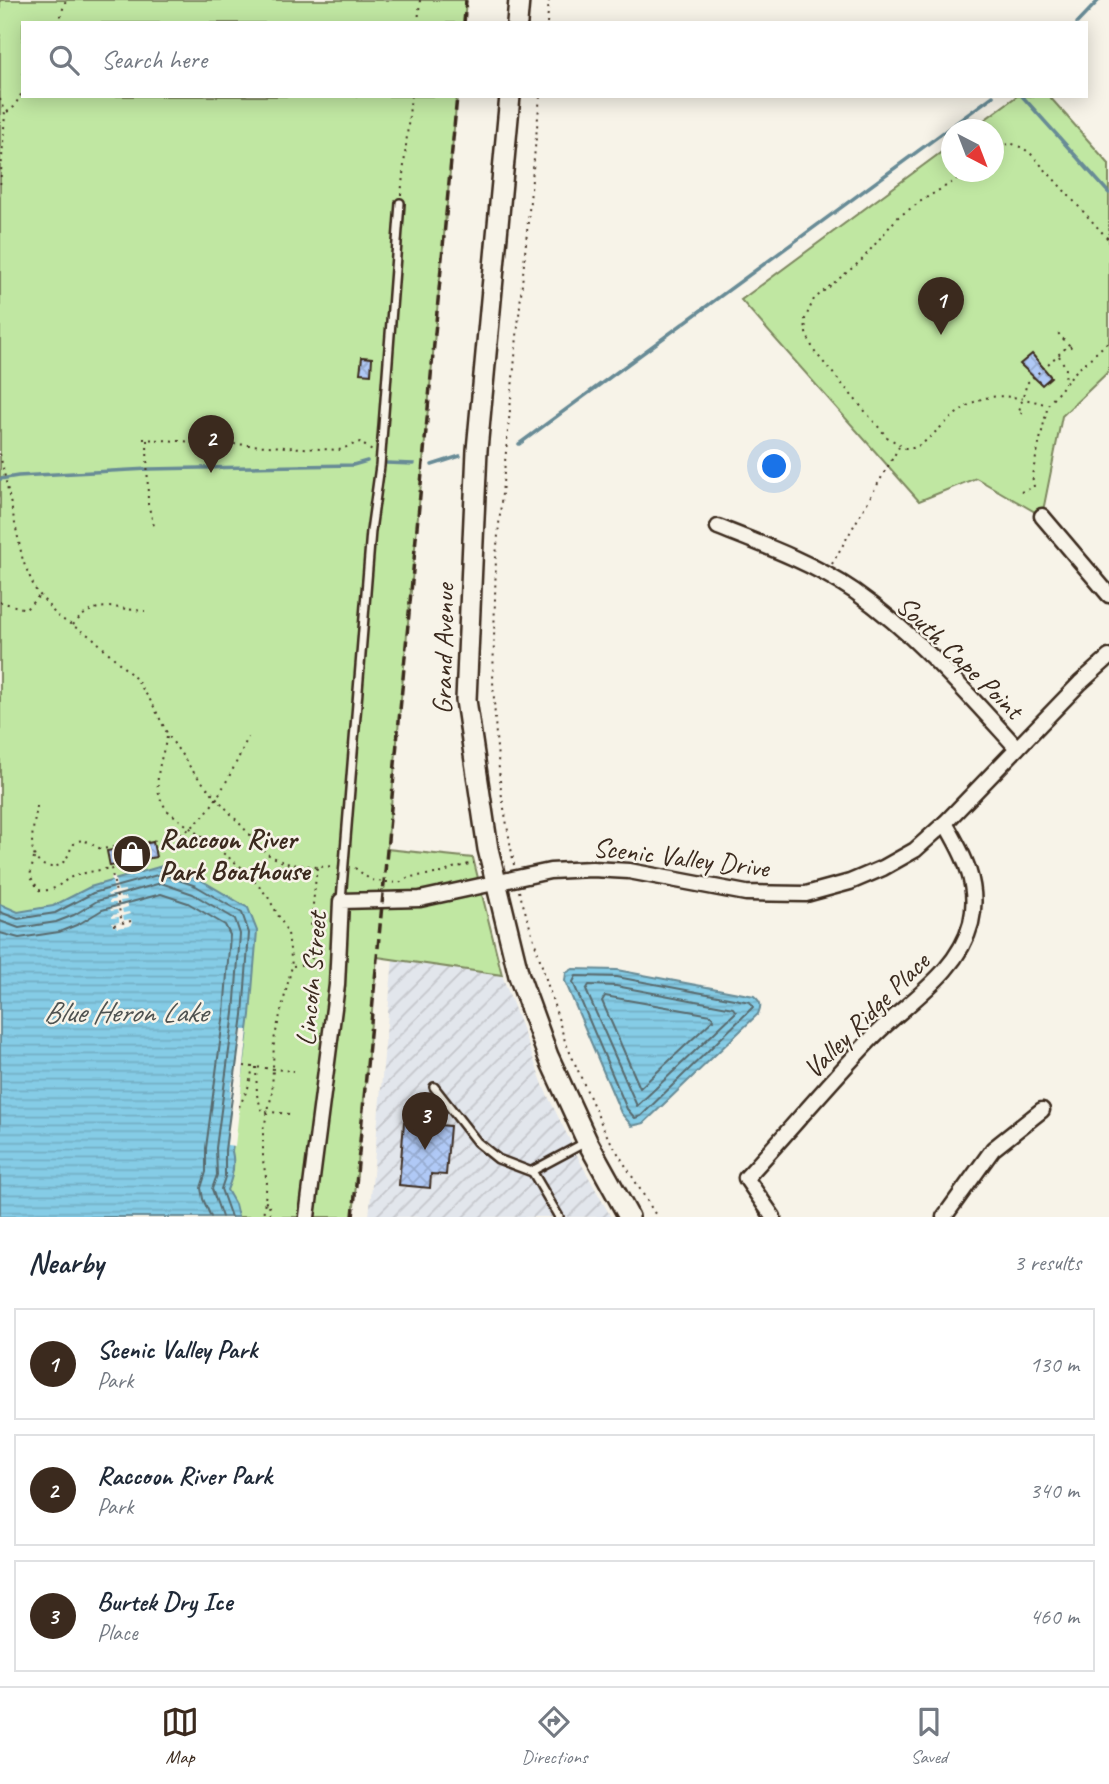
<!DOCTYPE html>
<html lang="en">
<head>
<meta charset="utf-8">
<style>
  body { margin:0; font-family:Caveat,sans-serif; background:#f6f6f7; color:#1f2937 }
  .compass { position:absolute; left:941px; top:119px; width:63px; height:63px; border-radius:50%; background:#fff; box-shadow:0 4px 18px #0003; rotate:138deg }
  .you { position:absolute; left:775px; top:467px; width:24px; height:24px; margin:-18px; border:5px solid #fff; border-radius:50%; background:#1a73e8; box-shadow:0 0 0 10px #1a73e833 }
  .badge { display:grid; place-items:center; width:46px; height:46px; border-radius:50%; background:#3b2a1e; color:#fff; font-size:23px; font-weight:700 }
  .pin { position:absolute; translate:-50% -58px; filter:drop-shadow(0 2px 4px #0008) }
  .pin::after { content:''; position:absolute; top:37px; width:24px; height:21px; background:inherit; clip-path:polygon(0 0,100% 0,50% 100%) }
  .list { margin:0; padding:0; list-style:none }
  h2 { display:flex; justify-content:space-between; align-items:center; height:91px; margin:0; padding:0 28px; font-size:30px }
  h2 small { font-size:23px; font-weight:400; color:#747a83 }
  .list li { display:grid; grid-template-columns:46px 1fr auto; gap:21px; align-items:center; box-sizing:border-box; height:112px; margin:0 14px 14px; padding:0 14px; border:2px solid #e0e1e3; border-radius:0px }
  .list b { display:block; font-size:26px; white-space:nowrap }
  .list p { margin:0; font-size:23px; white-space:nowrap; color:#747a83 }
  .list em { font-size:23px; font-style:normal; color:#747a83 }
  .icon { flex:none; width:38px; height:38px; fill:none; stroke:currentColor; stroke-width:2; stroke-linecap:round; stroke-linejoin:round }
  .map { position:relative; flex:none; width:1109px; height:1217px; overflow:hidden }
  .search { position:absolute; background:#fff; box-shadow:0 4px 18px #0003; left:21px; right:21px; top:21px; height:77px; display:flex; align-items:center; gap:18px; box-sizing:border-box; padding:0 24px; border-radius:0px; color:#747a83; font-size:26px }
  .sheet { height:469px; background:#fff }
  nav { display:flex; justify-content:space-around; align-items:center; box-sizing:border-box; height:98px; border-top:2px solid #e0e1e3; background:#fff; font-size:19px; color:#747a83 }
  nav a { display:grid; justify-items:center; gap:4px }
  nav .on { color:#3b2a1e }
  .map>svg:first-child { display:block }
  .industrial { fill:url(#industrial-furrows) }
  .park { fill:#c0e7a2; stroke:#7e8860; stroke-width:2 }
  .water { fill:url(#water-rules); stroke:#678b96; stroke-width:2 }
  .pier { fill:#f7f3e8 }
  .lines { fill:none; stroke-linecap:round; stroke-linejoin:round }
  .shore { stroke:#596b6e; stroke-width:2 }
  .stream { stroke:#678b96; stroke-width:3.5 }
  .building { fill:url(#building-cross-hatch); stroke:#3b2a1e; stroke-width:2 }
  .service-casing { stroke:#3b2a1e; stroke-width:12 }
  .minor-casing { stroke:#3b2a1e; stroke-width:19 }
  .secondary-casing { stroke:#3b2a1e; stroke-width:24 }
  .path { stroke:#3b2a1e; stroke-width:2; stroke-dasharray:2 5; stroke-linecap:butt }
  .service { stroke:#f7f3e8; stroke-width:7 }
  .minor { stroke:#f7f3e8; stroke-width:14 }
  .secondary { stroke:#f7f3e8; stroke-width:19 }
  .rail { stroke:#3b2a1e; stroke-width:3.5; stroke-dasharray:10 5; stroke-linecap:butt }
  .labels { text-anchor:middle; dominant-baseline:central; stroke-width:5; stroke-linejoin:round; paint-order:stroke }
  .street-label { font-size:28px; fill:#3b2a1e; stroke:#f7f3e8 }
  .poi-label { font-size:28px; font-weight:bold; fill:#3b2a1e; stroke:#f7f3e8; text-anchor:start }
  .water-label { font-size:30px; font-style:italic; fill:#4e5250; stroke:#f7f3e8 }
</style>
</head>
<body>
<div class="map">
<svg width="1109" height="1217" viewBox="0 0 1109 1217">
  <defs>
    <pattern id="industrial-furrows" width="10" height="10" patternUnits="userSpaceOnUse" patternTransform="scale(1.75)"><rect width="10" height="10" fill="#e2e6ec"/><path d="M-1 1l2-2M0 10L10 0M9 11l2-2" fill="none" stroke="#c3c5ca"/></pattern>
    <pattern id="water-rules" width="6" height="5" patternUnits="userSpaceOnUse" patternTransform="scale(1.75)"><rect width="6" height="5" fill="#85cce6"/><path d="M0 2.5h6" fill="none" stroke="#74afc5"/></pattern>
    <pattern id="building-cross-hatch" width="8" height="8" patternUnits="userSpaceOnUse" patternTransform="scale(1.75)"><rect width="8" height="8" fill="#b0c9f6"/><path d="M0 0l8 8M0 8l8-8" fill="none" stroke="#98add2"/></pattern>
  </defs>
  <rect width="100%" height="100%" fill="#f7f3e8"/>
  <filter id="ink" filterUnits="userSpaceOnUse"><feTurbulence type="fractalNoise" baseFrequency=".0143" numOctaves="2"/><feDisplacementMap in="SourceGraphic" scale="14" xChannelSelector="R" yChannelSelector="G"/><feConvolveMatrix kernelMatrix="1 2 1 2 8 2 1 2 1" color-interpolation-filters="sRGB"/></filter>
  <g filter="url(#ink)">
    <!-- industrial -->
    <path class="industrial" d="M393,959L502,975L545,1090L581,1163L611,1217H369Z"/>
    <!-- park -->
    <g class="park">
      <path d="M0,0H466L464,23H23V96H457L387,849L473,858L502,975L377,957L353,1217H0Z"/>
      <path d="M1017,96H1049L1109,164V371L1062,416L1042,516L976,478L919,501L741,300L951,145V172H993V130L972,129Z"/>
    </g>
    <!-- water -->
    <g class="water">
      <path d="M162,866L199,879L248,908L257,931L250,1015L232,1151C235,1164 233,1177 227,1190L235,1204L238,1217H0V904L18,912L53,906L90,887Z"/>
      <path d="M573,969L617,970L754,996C761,1002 762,1005 758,1014L644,1123L632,1126L621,1113L565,981L566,973Z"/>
    </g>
    <!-- pier -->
    <g class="pier">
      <path d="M114,875L118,891L125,890V893L119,894L120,898L126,897L127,900L120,901L121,906L128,904V907L122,909L123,913L129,912L130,914L123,916L124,920L131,919L132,923L130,926L117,928L116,926L113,927L112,923L119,922V917L112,918V915L118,914L117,910L111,911L110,908L116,907V903H109V901L115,899L114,895L108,896L107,894L114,892L111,876Z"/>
      <path d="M240,1030H248L235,1146L227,1145L231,1087L236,1069Z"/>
    </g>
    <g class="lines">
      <!-- shore -->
      <g class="shore">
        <path d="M0,912L18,919L55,913L93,893L161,874L196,886L242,913L249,933L243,1015L225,1150V1177L221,1189L231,1217"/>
        <path d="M0,921L19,928L56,922L74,915L97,901L161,883L193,894L235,919L240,934L234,1013L216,1148L217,1175L212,1189L222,1217"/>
        <path d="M0,933L19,938L59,932L79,924L102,910L161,894L188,903L225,925L230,935L224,1013L206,1148V1172L201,1188L203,1199L211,1217"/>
        <path d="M576,976L617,977L750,1002L753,1007L641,1116L635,1118L627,1109L573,982Z"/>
        <path d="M589,985L616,986L733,1008L736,1012L637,1106L586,990Z"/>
        <path d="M605,996L711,1015L714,1019L640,1088L602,1001Z"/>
      </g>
      <!-- stream -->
      <g class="stream">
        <path d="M1077,23L1099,0"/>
        <path d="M1022,96L1109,193"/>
        <path d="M519,444L993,96"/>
        <path d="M386,463L414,464"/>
        <path d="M432,465L460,456"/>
        <path d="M0,479L18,476L149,469L353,465L367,461"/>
      </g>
    </g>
    <!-- building -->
    <g class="building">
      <path d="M1032,354L1051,377L1042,385L1020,364Z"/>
      <path d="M362,357L372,358L371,374L360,373Z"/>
      <path d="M153,842L156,857L110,866L107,851Z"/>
      <path d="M404,1122L450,1126L446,1175L431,1174L430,1188L399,1185Z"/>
    </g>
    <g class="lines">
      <!-- service casing -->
      <g class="service-casing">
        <g id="service">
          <path d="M341,900L371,531L380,466L400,203"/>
          <path d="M434,1087L477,1142L498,1159L532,1172"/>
          <path d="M559,1217L532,1171L586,1142"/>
        </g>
      </g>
      <!-- minor casing -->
      <g class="minor-casing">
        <g id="minor">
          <path d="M1042,516L1109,595"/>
          <path d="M718,527C764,545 813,563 854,591C917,635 966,692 1017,748"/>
          <path d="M307,1217L337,985L341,901L420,899L550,871L592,869L629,871L746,893L806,894L850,882L883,868L915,850L945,823L1080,683L1109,657"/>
          <path d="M773,1217L746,1178C788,1132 828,1084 871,1039C905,1003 958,974 971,923C980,885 964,855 945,823"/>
          <path d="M944,1217L993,1149L1042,1110"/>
        </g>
      </g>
      <!-- secondary casing -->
      <g class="secondary-casing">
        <g id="secondary">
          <path d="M517,23L519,0"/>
          <path d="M510,96L477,450L466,700L488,849L519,976L548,1056L587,1141L629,1217"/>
        </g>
      </g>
      <!-- path -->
      <g class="path">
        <path d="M58,23L66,0"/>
        <path d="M418,23L420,0"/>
        <path d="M547,23L549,0"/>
        <path d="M0,99L5,114L0,187"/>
        <path d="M7,112L14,107L23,91"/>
        <path d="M993,150L1010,143L1023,148L1031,154L1109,240"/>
        <path d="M970,172L924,199L897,218L861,261L814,299L805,319L806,333L814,351L887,437L905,448H913L922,444C972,400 978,385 1048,405"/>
        <path d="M401,195L411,96"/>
        <path d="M1070,346L1074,351"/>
        <path d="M1059,356L1066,368L1065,383"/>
        <path d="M1021,414L1022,412L1019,411L1027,383L1069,345L1056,331"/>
        <path d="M143,439L339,450L360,442L372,451"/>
        <path d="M147,440L148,504L154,526"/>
        <path d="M0,454L23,561L35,589L57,616L93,638L136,679L152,703L168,735L195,774L267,854L285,863L317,867"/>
        <path d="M1021,492L1034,487L1032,475L1048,405L1073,374L1109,341"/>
        <path d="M832,564L899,447"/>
        <path d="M0,602L26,609L39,596"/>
        <path d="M73,625C96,598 114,609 145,611"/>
        <path d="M167,737C161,762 149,789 168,811L245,870L268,897L288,933L292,966L274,1040L272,1094L263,1131V1161L267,1182L263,1217"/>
        <path d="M37,806C35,823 23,859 46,866C52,868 57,867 62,863C70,858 69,845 78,841C87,838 94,848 103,849C127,844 163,842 184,832C211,819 236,764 248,737"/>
        <path d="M34,858L30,876L39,890C56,893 62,880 76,875C88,872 100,870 111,868L122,923L131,921"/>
        <path d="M514,865L501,791L496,737L493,681L496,556L540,96"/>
        <path d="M355,868L368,878L375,881L399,883L409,877L443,873L453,868L474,863"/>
        <path d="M519,891L565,1041L605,1132L657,1217"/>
        <path d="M114,925L121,923"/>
        <path d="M293,966L308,964L315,954L311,923L317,867L335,866"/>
        <path d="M244,1066L294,1071"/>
        <path d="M256,1067L257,1095L262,1111L289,1114"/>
        <path d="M239,1107L248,1088L253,1068"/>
        <path d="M265,1202L269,1203L270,1214L273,1216"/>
      </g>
      <!-- service -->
      <use href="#service" class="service"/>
      <!-- minor -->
      <use href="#minor" class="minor"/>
      <!-- secondary -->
      <use href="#secondary" class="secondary"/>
      <!-- rail -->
      <g class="rail">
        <path d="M464,23L466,0"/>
        <path d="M353,1217L457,96"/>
      </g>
    </g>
  </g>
  <!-- icons -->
  <defs>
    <g id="shop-disc" transform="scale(2.0125)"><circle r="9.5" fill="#3b2a1e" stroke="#f7f3e8"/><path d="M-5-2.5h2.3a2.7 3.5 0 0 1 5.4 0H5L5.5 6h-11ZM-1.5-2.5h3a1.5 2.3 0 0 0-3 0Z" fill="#fff"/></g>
  </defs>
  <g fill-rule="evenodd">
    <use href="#shop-disc" x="132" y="854"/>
  </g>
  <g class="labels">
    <!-- street labels -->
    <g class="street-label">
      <text transform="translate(443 649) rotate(-89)">Grand Avenue</text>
      <text transform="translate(960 657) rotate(44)">South Cape Point</text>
      <text transform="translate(681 857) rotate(7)">Scenic Valley Drive</text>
      <text transform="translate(311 979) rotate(-85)">Lincoln Street</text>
      <text transform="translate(866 1015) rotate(-45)">Valley Ridge Place</text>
    </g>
    <!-- poi labels -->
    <g class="poi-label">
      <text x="159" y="838">Raccoon River<tspan x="159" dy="32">Park Boathouse</tspan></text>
    </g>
    <!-- water labels -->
    <g class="water-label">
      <text x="125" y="1012">Blue Heron Lake</text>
    </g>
  </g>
</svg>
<svg class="compass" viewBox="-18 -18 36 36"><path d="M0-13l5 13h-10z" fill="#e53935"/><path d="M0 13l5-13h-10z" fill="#747a83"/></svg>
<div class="you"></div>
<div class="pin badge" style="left:941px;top:335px">1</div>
<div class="pin badge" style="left:211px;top:473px">2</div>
<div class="pin badge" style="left:425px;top:1150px">3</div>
<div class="search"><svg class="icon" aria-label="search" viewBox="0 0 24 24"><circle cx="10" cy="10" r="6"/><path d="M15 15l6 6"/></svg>Search here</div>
</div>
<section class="sheet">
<h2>Nearby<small>3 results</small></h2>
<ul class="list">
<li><span class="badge">1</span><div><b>Scenic Valley Park</b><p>Park</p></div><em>130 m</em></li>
<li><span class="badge">2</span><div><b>Raccoon River Park</b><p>Park</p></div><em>340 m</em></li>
<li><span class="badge">3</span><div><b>Burtek Dry Ice</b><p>Place</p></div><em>460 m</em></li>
</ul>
</section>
<nav>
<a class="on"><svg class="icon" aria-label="map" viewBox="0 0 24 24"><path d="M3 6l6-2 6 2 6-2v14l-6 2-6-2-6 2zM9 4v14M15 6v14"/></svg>Map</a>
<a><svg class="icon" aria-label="directions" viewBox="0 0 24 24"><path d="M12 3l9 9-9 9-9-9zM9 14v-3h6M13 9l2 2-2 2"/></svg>Directions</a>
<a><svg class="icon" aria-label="saved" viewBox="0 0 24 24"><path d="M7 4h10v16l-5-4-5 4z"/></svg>Saved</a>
</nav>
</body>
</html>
--------------------
* TRY IT:
Match on "filter": copy every line in the records that has it.

* TASK RESULT:
  .pin { position:absolute; translate:-50% -58px; filter:drop-shadow(0 2px 4px #0008) }
  <filter id="ink" filterUnits="userSpaceOnUse"><feTurbulence type="fractalNoise" baseFrequency=".0143" numOctaves="2"/><feDisplacementMap in="SourceGraphic" scale="14" xChannelSelector="R" yChannelSelector="G"/><feConvolveMatrix kernelMatrix="1 2 1 2 8 2 1 2 1" color-interpolation-filters="sRGB"/></filter>
  <g filter="url(#ink)">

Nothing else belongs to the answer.